FIGS. 16 and 17 illustrate a CMC 500, according to a fifth embodiment. The CMC 500 includes a drive member 510, tool dock 520, and latch assembly 530. The drive member 510 may be integrally formed with the top drive. The drive member 510 may include a housing 511. The housing 511 may be bell-shaped having an upper tubular section 511a and a lower bell section 511b. The housing sections 511a,b may have a bore therethrough. An upper end of the housing section 511a may be integrally formed with the top drive. The bell section 511b may have connections 512 formed at an upper end thereof. The connections 512 may be hooks configured to connect to an actuator. The actuator may be a piston and cylinder assembly. The bell section 511b may have a groove 513 formed along an outer surface thereof. The groove 513 may be longitudinally aligned. The groove 513 may have a tapered surface. A hole may be formed through the bell section 511b at a lower end of the groove 513. The bell section 511b may have a shoulder 515 formed at a lower end thereof. An inner recess may be formed through a lower end of the bell section 511b, adjacent the shoulder 515. The inner recess may extend longitudinally through the bell section 511b towards the tubular section 511a of the housing 511. The inner recess may be configured to receive an adapter 521 of the tool dock 520. A cone 516 may be formed in the inner recess of the bell section 511b. The cone 516 may extend longitudinally through the inner recess towards a lower end of the bell housing 511b. The bore of the housing 511 may extend through the cone 516. The cone 516 may have a lip formed at a lower end thereof.

The tool dock 520 may include the adapter 521. The adapter 521 may be integrally formed with the tool dock 520. The adapter 521 may have a bore therethrough. The adapter 521 may have an upper pin section and a lower tubular section. The pin section may have a cone 522 formed at an upper end thereof. The cone 522 may be configured to receive the cone 516 of the bell section 511b. A seat may be formed along an inner surface of the cone 522. The seat may be configured to receive the lip of the cone 516. The inner recess of the bell section 511b may be configured to receive the pin section. A window may be formed in an outer wall of the cone 522. The window may be aligned with the hole of the bell section 511b. A shoulder 525 may be formed at a lower end of the pin section. The shoulder 525 may be configured to engage the shoulder 515 of the bell section 511b.

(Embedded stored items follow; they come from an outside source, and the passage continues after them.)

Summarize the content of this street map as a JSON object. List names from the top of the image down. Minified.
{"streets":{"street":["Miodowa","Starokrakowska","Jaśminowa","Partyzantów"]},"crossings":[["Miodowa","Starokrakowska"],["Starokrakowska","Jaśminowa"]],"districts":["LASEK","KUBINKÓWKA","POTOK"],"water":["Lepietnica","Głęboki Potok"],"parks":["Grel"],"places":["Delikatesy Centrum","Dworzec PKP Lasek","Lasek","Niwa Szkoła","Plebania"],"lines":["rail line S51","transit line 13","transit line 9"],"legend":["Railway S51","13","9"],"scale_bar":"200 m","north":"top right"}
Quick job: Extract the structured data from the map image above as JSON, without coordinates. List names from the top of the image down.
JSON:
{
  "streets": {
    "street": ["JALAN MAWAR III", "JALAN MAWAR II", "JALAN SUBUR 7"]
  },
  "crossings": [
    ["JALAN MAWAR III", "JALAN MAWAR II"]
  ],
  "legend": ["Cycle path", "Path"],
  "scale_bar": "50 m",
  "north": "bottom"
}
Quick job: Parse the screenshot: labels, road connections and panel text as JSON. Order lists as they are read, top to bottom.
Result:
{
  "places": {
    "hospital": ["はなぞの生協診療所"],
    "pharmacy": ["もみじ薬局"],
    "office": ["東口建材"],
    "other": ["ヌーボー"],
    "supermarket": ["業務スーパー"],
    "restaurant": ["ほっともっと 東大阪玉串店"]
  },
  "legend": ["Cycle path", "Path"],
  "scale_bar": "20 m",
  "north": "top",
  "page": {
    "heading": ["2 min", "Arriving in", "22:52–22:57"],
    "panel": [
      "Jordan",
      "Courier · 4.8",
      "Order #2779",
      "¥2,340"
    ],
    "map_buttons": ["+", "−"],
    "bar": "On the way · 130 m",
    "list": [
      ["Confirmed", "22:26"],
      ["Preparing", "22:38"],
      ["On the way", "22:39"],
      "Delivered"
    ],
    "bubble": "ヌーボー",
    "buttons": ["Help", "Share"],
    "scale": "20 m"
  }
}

The latch assembly 530 may include a lever 531, a latch member, such as block 532, and a lock member, such as locking ring 533. The lever 531 may be disposed in the groove 513 of the bell section 511b. The lever 531 may be substantially L-shaped. The lever 531 may be pivotally movable relative to the bell section 511b. A pin may couple a lower end of the lever 531 to the block 532. The block 532 may be disposed in the hole of the bell section 511b. The window may be configured to receive the block 532 in a locked position of the latch assembly 530. The locking ring 533 may be an annular ring. The locking ring 533 may be disposed on an outer surface of the bell section 511b. The locking ring 533 may have a hook 535 formed on an outer surface thereof. Hook 535 may be configured to longitudinally couple the locking ring 533 to an actuator. The locking ring 533 may be longitudinally movable relative to the bell section 511b.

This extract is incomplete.